▶ **WHAT THE TASK REQUIRES**
Your answer must restate each entry below word for word, with no pictures in it.

▶ **Collected data entries**

/---

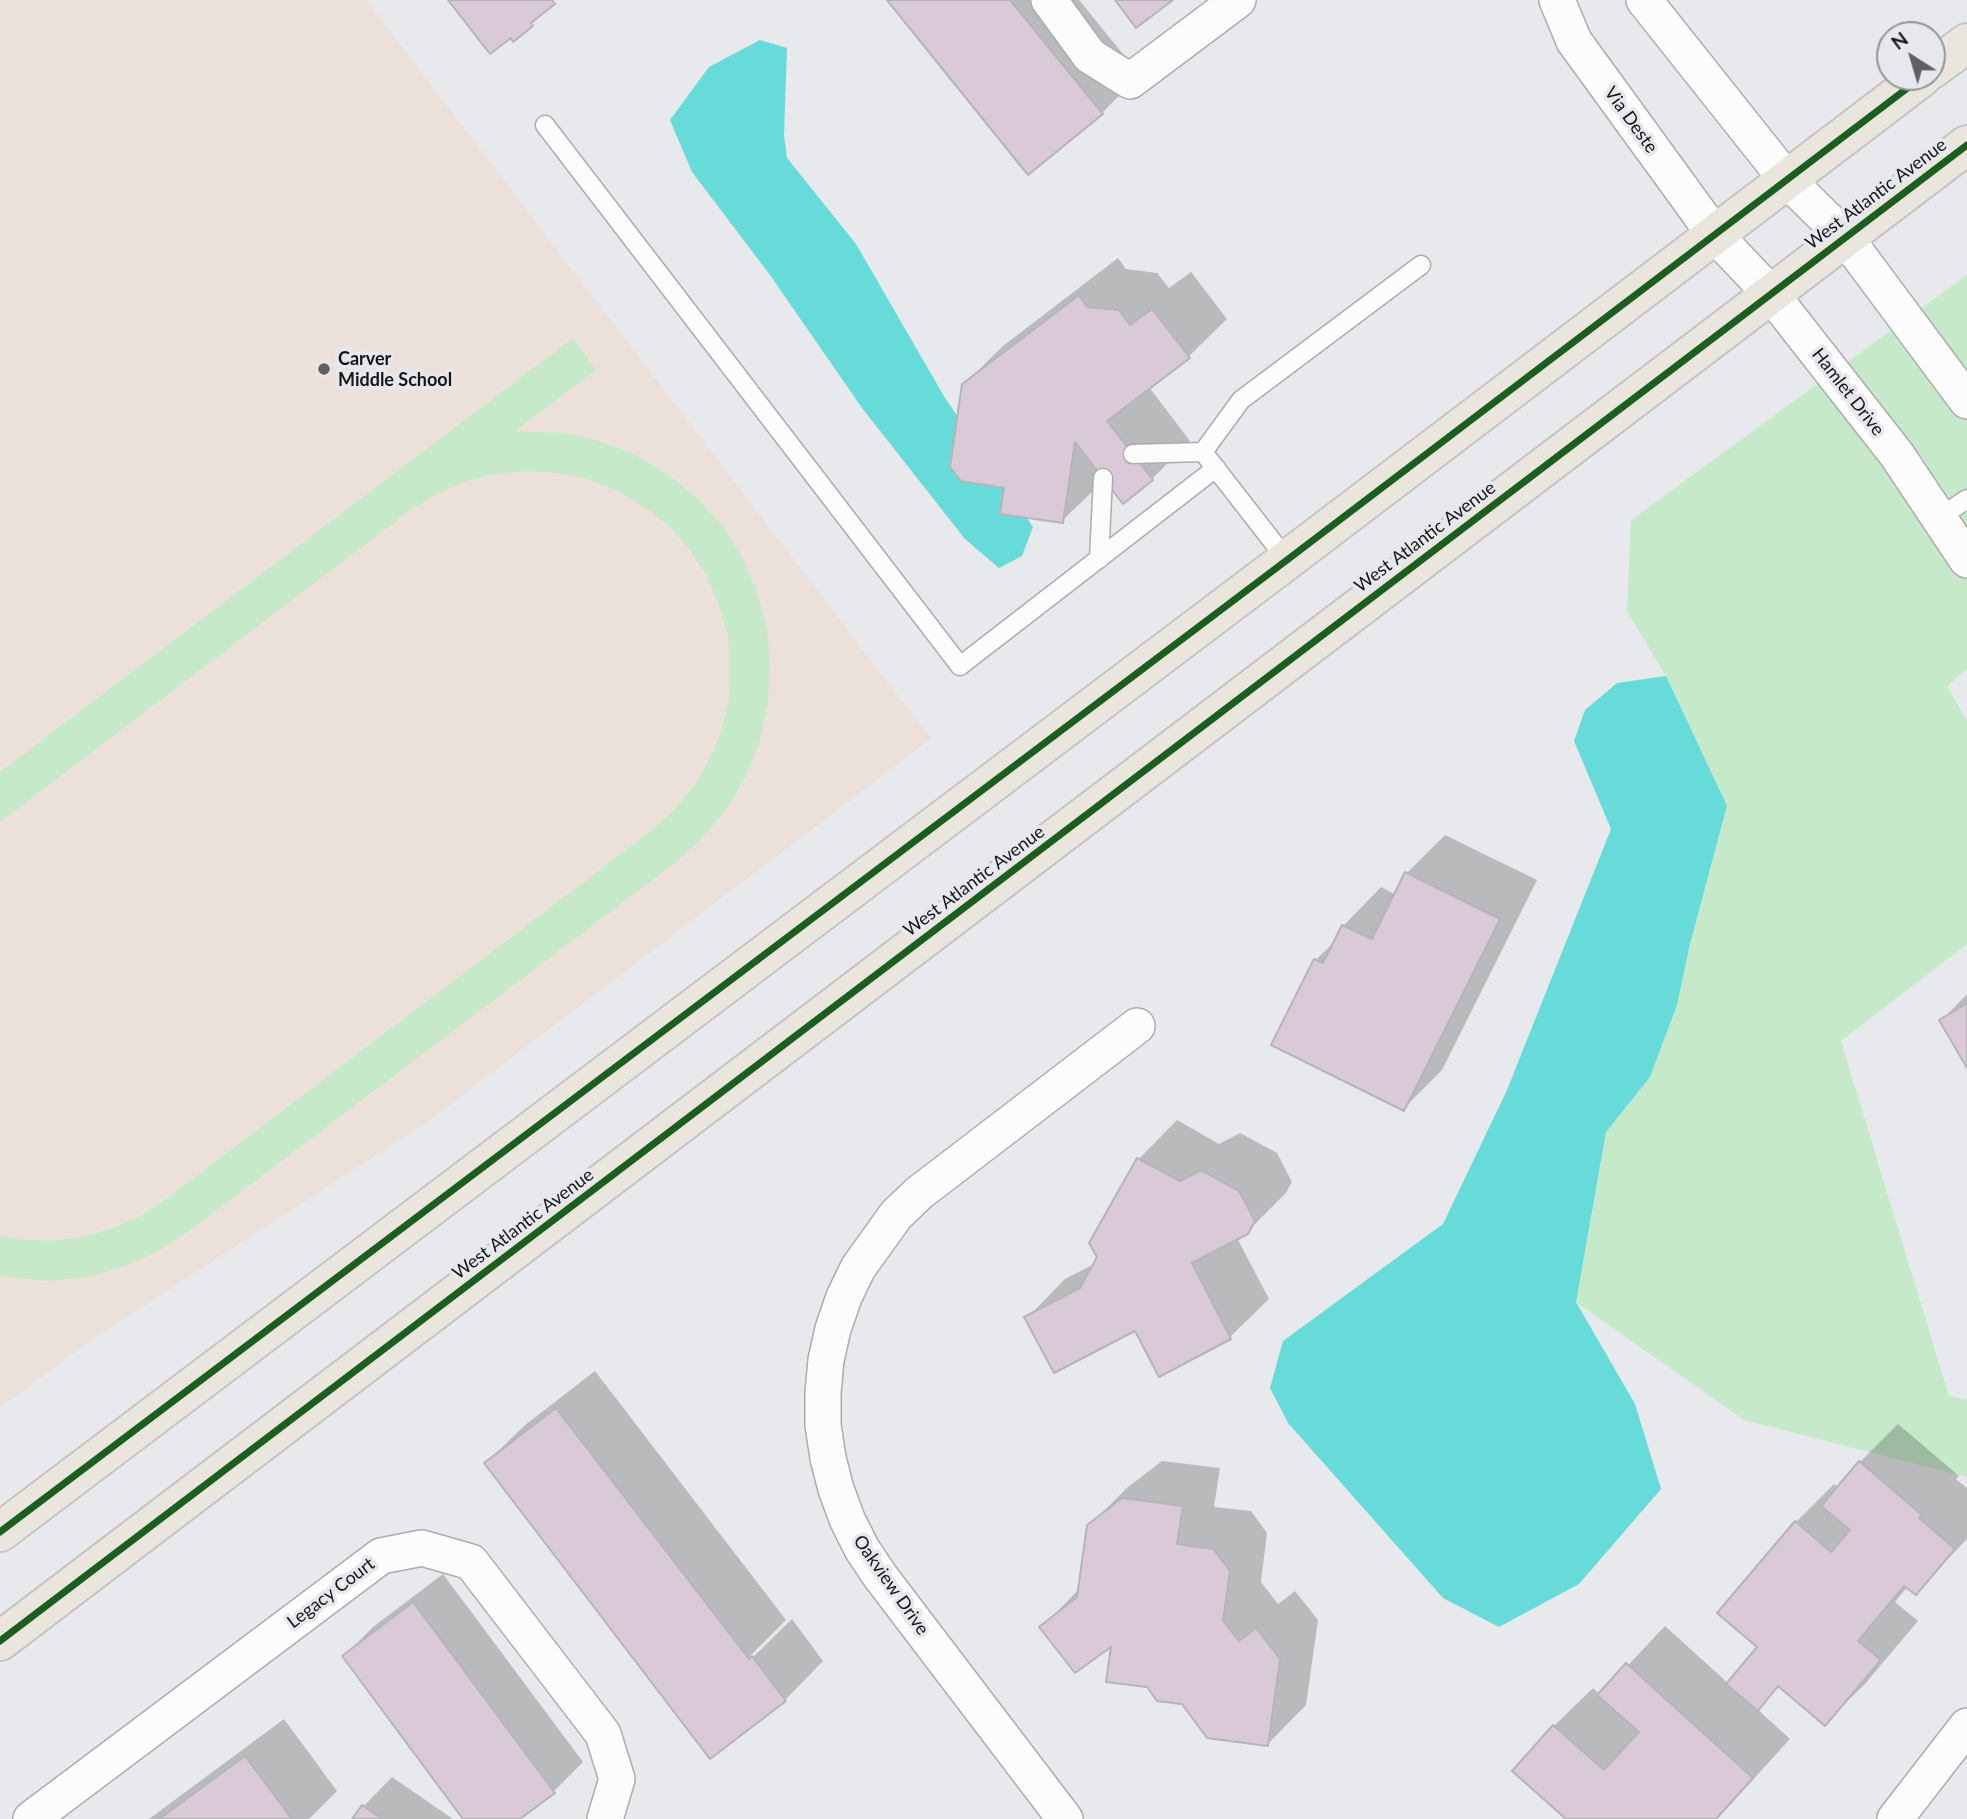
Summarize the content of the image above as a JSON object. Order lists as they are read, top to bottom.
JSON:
{
  "streets": {
    "main road": ["West Atlantic Avenue"],
    "street": [
      "Via Deste",
      "Hamlet Drive",
      "Oakview Drive",
      "Legacy Court"
    ]
  },
  "crossings": [
    ["Via Deste", "Hamlet Drive"],
    ["West Atlantic Avenue", "Hamlet Drive"]
  ],
  "places": ["Carver Middle School"],
  "north": "top left"
}
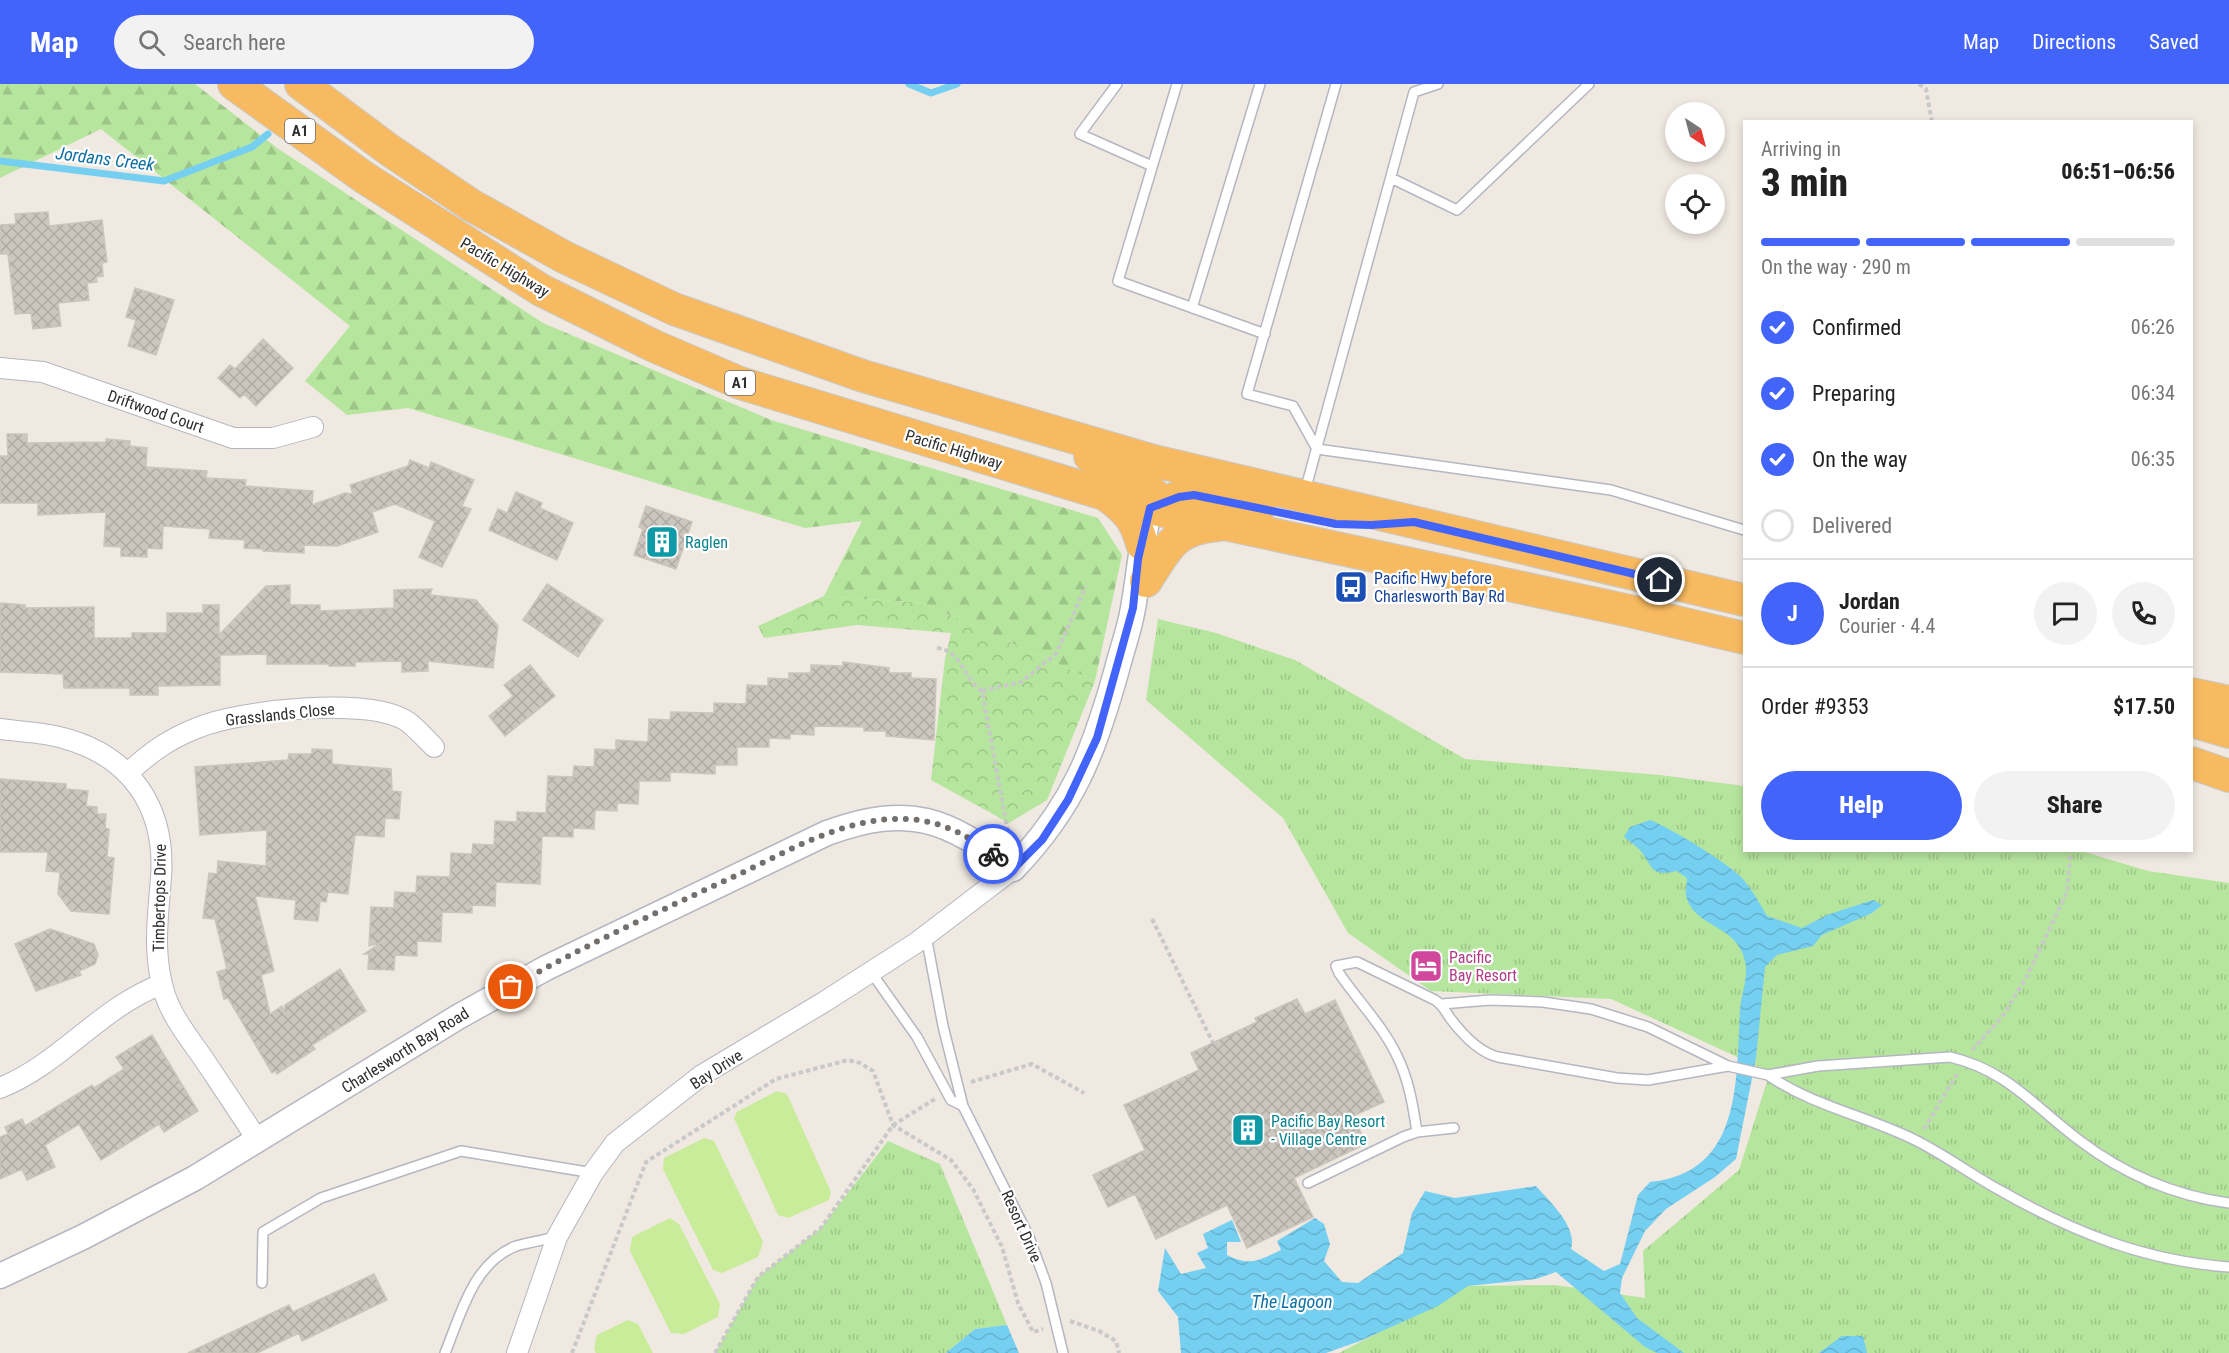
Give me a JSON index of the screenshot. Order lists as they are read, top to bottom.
{
  "streets": {
    "highway": ["A1", "Pacific Highway"],
    "street": [
      "Driftwood Court",
      "Grasslands Close",
      "Timbertops Drive",
      "Charlesworth Bay Road",
      "Bay Drive"
    ],
    "lane": ["Resort Drive"]
  },
  "crossings": [
    ["Grasslands Close", "Timbertops Drive"],
    ["Timbertops Drive", "Charlesworth Bay Road"],
    ["Charlesworth Bay Road", "Bay Drive"],
    ["Bay Drive", "Resort Drive"]
  ],
  "water": ["Jordans Creek", "The Lagoon"],
  "places": {
    "building": ["Raglen", "Pacific Bay Resort - Village Centre"],
    "bus stop": ["Pacific Hwy before Charlesworth Bay Rd"],
    "hotel": ["Pacific Bay Resort"]
  },
  "north": "bottom right",
  "page": {
    "header": "Map",
    "search": "Search here",
    "nav": ["Map", "Directions", "Saved"],
    "heading": ["3 min", "Arriving in", "06:51–06:56"],
    "panel": [
      "Jordan",
      "Courier · 4.4",
      "Order #9353",
      "$17.50"
    ],
    "bar": "On the way · 290 m",
    "list": [
      ["Confirmed", "06:26"],
      ["Preparing", "06:34"],
      ["On the way", "06:35"],
      "Delivered"
    ],
    "round": "J",
    "buttons": ["Help", "Share"]
  }
}
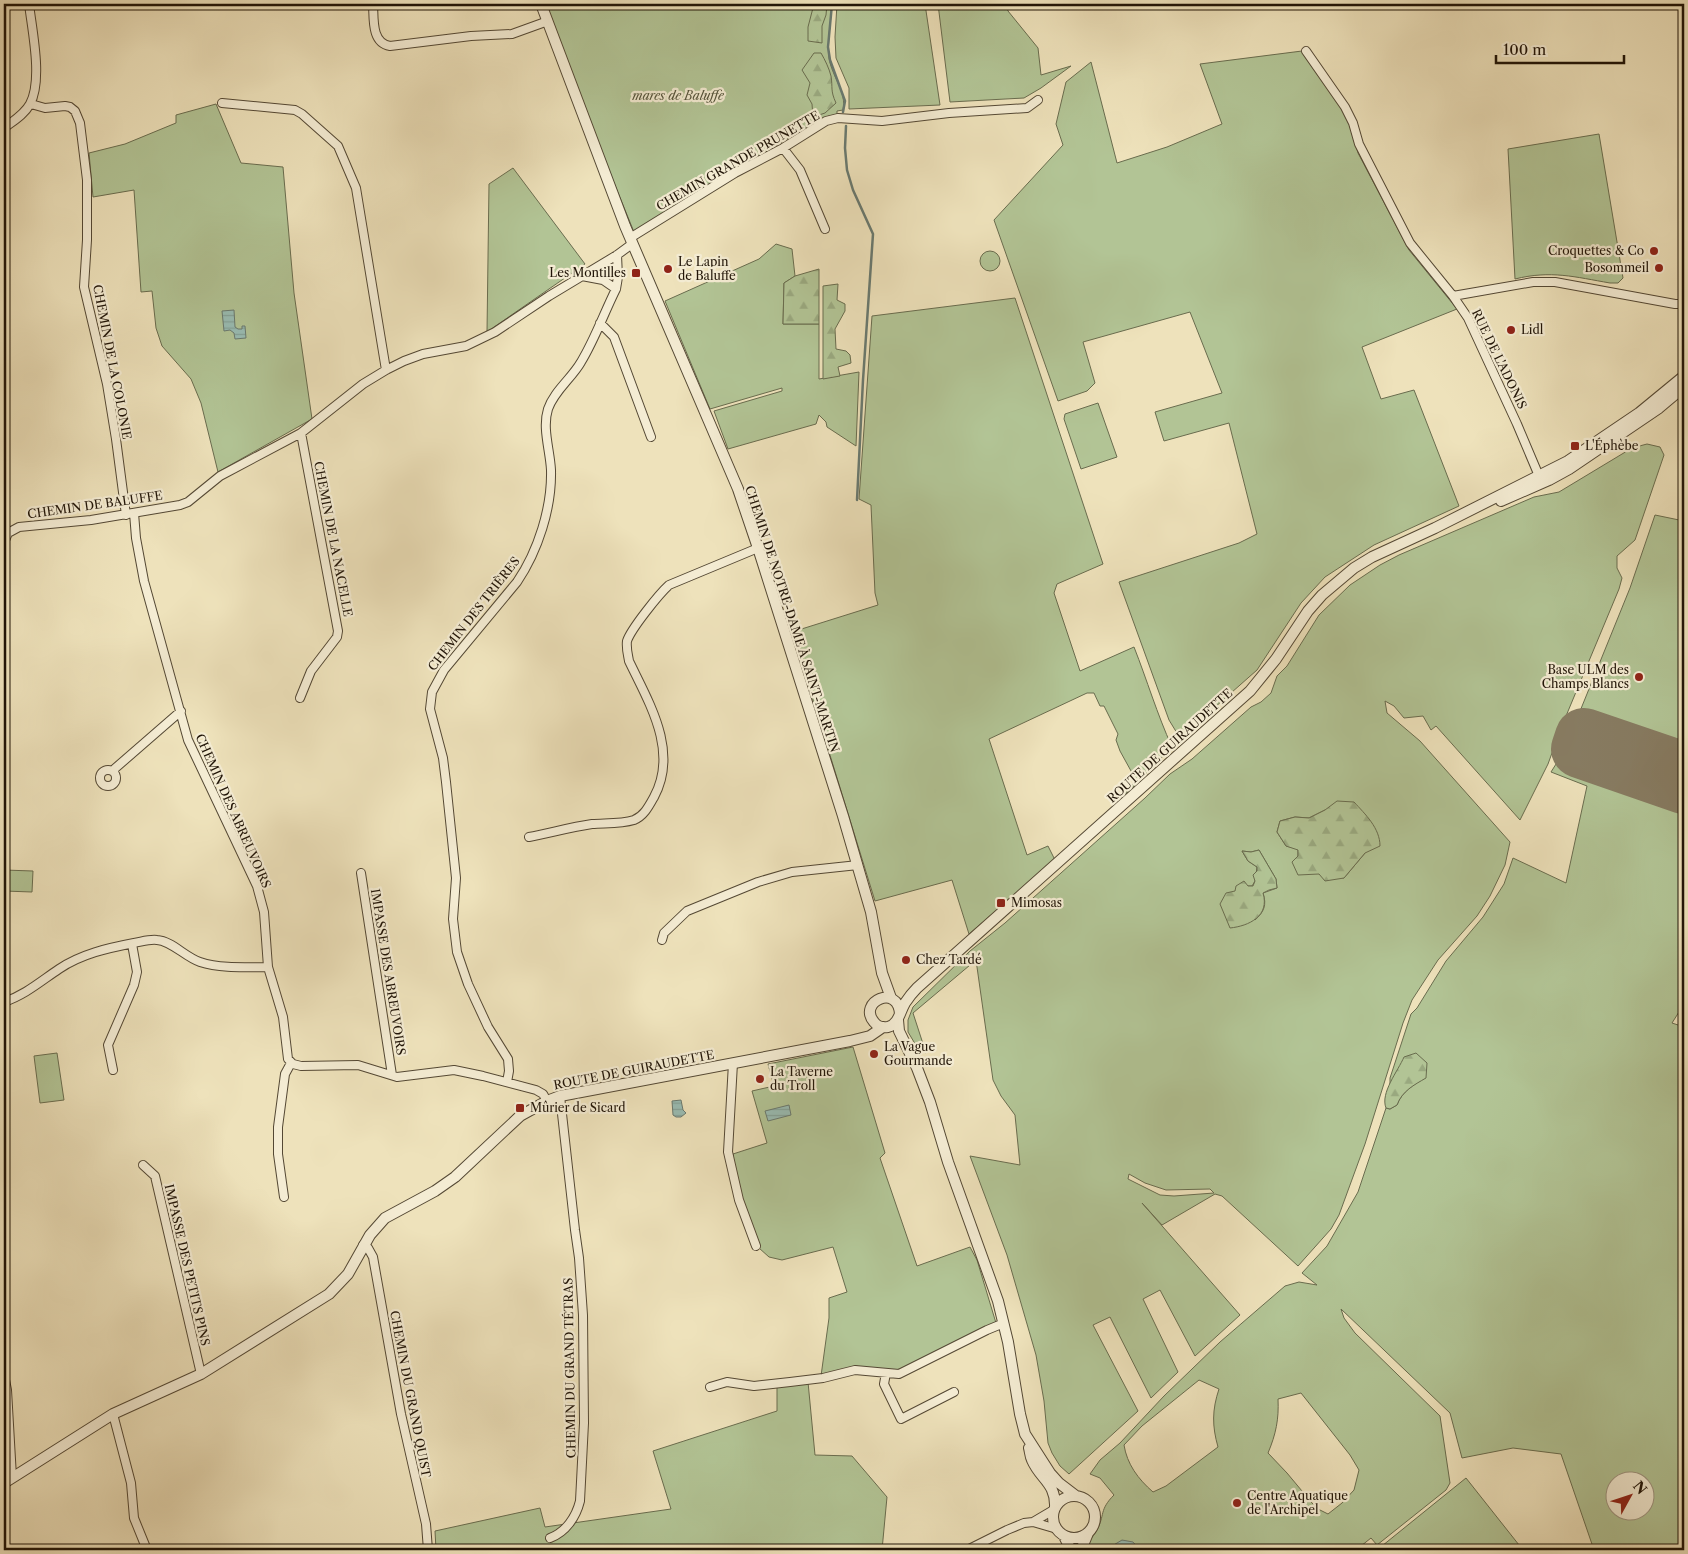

\---

▶ **SOLUTION TO THIS EXERCISE**
Summarize the content of the image above as a JSON object. Order lists as they are read, top to bottom.
JSON:
{
  "streets": {
    "main road": ["West Atlantic Avenue"],
    "street": [
      "Via Deste",
      "Hamlet Drive",
      "Oakview Drive",
      "Legacy Court"
    ]
  },
  "crossings": [
    ["Via Deste", "Hamlet Drive"],
    ["West Atlantic Avenue", "Hamlet Drive"]
  ],
  "places": ["Carver Middle School"],
  "north": "top left"
}
Give me a JSON index of the screenshot. Order lists as they are read, top to bottom.
{
  "streets": {
    "highway": ["A1", "Pacific Highway"],
    "street": [
      "Driftwood Court",
      "Grasslands Close",
      "Timbertops Drive",
      "Charlesworth Bay Road",
      "Bay Drive"
    ],
    "lane": ["Resort Drive"]
  },
  "crossings": [
    ["Grasslands Close", "Timbertops Drive"],
    ["Timbertops Drive", "Charlesworth Bay Road"],
    ["Charlesworth Bay Road", "Bay Drive"],
    ["Bay Drive", "Resort Drive"]
  ],
  "water": ["Jordans Creek", "The Lagoon"],
  "places": {
    "building": ["Raglen", "Pacific Bay Resort - Village Centre"],
    "bus stop": ["Pacific Hwy before Charlesworth Bay Rd"],
    "hotel": ["Pacific Bay Resort"]
  },
  "north": "bottom right",
  "page": {
    "header": "Map",
    "search": "Search here",
    "nav": ["Map", "Directions", "Saved"],
    "heading": ["3 min", "Arriving in", "06:51–06:56"],
    "panel": [
      "Jordan",
      "Courier · 4.4",
      "Order #9353",
      "$17.50"
    ],
    "bar": "On the way · 290 m",
    "list": [
      ["Confirmed", "06:26"],
      ["Preparing", "06:34"],
      ["On the way", "06:35"],
      "Delivered"
    ],
    "round": "J",
    "buttons": ["Help", "Share"]
  }
}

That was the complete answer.